The last two categories, Instructional Game Software and Problem-Solving Software, are more difficult for me to see in the science context. The book recognizes Geometer’s Sketchpad, which is a very good program. It helps make geometry more spatially available. They also mention Spore as a game for studying evolution. I can’t comment on Spore because I’ve never played it. I do have to say, though, that I did an internship for a nanotech company in Emeryville, and the folks who created Spore were either on our floor or above us. It was interesting to ride in the elevator with them. But I digress, once again…
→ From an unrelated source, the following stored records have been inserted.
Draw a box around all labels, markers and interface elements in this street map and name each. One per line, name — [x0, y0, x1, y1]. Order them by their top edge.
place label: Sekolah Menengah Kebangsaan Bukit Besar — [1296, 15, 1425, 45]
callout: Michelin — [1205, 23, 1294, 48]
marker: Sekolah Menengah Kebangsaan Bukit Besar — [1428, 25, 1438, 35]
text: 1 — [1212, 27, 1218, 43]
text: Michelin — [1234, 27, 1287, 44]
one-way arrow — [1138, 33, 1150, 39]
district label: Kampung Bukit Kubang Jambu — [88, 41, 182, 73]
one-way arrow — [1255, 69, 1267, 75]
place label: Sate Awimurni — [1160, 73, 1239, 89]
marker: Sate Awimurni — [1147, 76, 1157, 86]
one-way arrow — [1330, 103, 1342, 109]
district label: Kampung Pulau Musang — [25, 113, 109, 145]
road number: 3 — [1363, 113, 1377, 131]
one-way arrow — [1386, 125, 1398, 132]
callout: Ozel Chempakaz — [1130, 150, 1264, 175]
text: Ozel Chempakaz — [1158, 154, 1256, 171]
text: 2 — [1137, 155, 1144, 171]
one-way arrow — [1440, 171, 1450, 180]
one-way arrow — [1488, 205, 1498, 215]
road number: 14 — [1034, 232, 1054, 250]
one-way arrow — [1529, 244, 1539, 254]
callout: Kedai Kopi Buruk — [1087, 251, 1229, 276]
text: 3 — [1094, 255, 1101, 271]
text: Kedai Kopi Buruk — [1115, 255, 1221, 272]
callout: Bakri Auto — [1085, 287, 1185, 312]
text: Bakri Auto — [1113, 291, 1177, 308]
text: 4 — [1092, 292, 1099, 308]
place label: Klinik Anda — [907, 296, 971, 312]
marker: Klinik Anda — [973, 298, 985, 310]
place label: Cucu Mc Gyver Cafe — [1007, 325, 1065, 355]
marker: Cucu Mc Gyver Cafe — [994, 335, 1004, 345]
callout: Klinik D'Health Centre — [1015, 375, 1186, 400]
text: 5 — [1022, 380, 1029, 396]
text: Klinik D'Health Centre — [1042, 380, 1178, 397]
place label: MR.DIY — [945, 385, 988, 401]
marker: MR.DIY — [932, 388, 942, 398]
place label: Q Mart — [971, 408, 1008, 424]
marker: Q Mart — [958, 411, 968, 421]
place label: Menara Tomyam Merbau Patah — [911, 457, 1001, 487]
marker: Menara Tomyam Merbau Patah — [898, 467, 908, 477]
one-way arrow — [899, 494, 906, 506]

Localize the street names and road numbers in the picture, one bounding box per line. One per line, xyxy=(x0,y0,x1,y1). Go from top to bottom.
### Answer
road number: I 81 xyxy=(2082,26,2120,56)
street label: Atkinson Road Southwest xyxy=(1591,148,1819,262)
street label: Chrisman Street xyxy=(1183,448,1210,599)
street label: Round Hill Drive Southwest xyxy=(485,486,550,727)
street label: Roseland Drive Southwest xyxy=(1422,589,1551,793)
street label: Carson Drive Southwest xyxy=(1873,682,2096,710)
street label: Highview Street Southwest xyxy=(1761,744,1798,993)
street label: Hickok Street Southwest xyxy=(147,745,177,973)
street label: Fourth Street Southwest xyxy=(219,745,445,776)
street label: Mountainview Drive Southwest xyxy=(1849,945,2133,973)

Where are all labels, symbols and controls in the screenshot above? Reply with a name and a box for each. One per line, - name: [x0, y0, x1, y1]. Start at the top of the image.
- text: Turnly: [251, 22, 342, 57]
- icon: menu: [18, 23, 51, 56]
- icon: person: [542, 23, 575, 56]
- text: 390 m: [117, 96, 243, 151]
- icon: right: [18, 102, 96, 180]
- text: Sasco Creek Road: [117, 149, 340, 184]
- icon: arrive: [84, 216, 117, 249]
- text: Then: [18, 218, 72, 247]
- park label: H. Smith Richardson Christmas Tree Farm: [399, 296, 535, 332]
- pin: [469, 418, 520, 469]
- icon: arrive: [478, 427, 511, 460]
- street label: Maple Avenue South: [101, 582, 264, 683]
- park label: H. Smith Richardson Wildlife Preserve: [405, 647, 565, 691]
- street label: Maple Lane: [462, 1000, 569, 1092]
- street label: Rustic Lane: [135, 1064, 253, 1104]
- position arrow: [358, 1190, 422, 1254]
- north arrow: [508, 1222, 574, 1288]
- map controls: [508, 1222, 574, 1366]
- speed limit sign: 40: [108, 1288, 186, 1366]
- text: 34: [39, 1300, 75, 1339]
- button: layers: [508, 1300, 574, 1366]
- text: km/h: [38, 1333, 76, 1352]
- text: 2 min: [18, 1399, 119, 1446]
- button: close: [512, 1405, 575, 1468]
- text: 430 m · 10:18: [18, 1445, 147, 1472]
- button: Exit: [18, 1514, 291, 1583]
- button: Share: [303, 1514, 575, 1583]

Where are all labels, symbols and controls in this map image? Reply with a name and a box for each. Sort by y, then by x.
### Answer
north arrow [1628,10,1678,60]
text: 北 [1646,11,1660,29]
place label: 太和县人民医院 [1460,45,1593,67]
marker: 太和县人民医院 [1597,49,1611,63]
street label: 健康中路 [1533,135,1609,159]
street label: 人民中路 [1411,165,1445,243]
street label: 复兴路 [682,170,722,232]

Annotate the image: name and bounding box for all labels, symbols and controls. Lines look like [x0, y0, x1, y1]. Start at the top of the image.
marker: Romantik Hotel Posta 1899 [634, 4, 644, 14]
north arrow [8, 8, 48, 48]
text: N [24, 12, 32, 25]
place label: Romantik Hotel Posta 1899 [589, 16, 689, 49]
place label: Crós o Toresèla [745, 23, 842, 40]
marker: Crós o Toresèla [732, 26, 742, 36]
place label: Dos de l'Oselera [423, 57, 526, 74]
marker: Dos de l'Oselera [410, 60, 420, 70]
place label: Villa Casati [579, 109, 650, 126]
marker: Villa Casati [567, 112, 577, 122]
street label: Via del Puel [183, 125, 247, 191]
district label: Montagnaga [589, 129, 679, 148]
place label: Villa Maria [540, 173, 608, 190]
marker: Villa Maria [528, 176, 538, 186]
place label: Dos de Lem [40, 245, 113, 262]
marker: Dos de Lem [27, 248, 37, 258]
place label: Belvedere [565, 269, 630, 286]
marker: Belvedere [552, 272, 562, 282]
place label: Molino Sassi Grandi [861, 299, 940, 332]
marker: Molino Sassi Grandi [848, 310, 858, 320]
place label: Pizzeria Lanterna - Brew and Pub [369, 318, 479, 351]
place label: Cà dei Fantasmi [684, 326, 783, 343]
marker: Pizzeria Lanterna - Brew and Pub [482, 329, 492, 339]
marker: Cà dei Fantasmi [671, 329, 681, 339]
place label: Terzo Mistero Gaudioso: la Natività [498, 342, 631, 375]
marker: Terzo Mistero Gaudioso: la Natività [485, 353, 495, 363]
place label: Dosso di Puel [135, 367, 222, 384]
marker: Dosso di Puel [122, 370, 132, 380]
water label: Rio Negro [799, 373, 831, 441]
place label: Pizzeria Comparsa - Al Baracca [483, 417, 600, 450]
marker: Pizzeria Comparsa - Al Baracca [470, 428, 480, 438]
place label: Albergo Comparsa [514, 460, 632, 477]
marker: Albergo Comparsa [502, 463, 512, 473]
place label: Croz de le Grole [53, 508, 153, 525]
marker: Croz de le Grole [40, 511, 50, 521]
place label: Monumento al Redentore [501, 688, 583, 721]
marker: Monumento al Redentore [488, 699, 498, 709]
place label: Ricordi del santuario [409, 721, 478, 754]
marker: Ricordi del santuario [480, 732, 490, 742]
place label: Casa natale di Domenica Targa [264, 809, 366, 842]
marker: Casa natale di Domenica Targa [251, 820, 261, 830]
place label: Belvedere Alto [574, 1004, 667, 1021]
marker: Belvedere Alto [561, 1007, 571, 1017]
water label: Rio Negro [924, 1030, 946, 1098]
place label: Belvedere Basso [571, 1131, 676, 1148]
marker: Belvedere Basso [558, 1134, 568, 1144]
You may notice in my presentation , instructional games and problem solving software have very few entries. Hopefully I will be able to add more links after I post my blog. Fortunately the book treats the last two categories like it did the first three by giving example scenarios, and pro/con lists. One possible con that struck me was the idea of having to choose software that can handle limited physical dexterity (Robyler & Doerling, 2013, p. 95). I don’t think many students like having me in class because I can find faults easily in student work, and I will mention it. It is not to be mean; I’m actually trying to be helpful. People who don’t have disabilities really have no clue what it is like to have some. Just ask me about how ludicrous some of the ADA adaptations are where I live, and I’d be glad to tell you how we need people with the disability to create the adaptive physical changes, or in the case of my classes, adaptive software. We used Minecraft as a game, and as a way to do problem solving when I took EDTECH 531. In 531, we created an example of how to use one of three software packages as an educational tool, and there were some lessons I could not physically do because of the way they were designed. I did not have the manual dexterity to click and drag fast enough. If you know how to contact me, and you want me to evaluate any website or program you create for its difficulty with my limitations, just ask. I happily volunteer my eyes, hands, and defective brain as a testing environment.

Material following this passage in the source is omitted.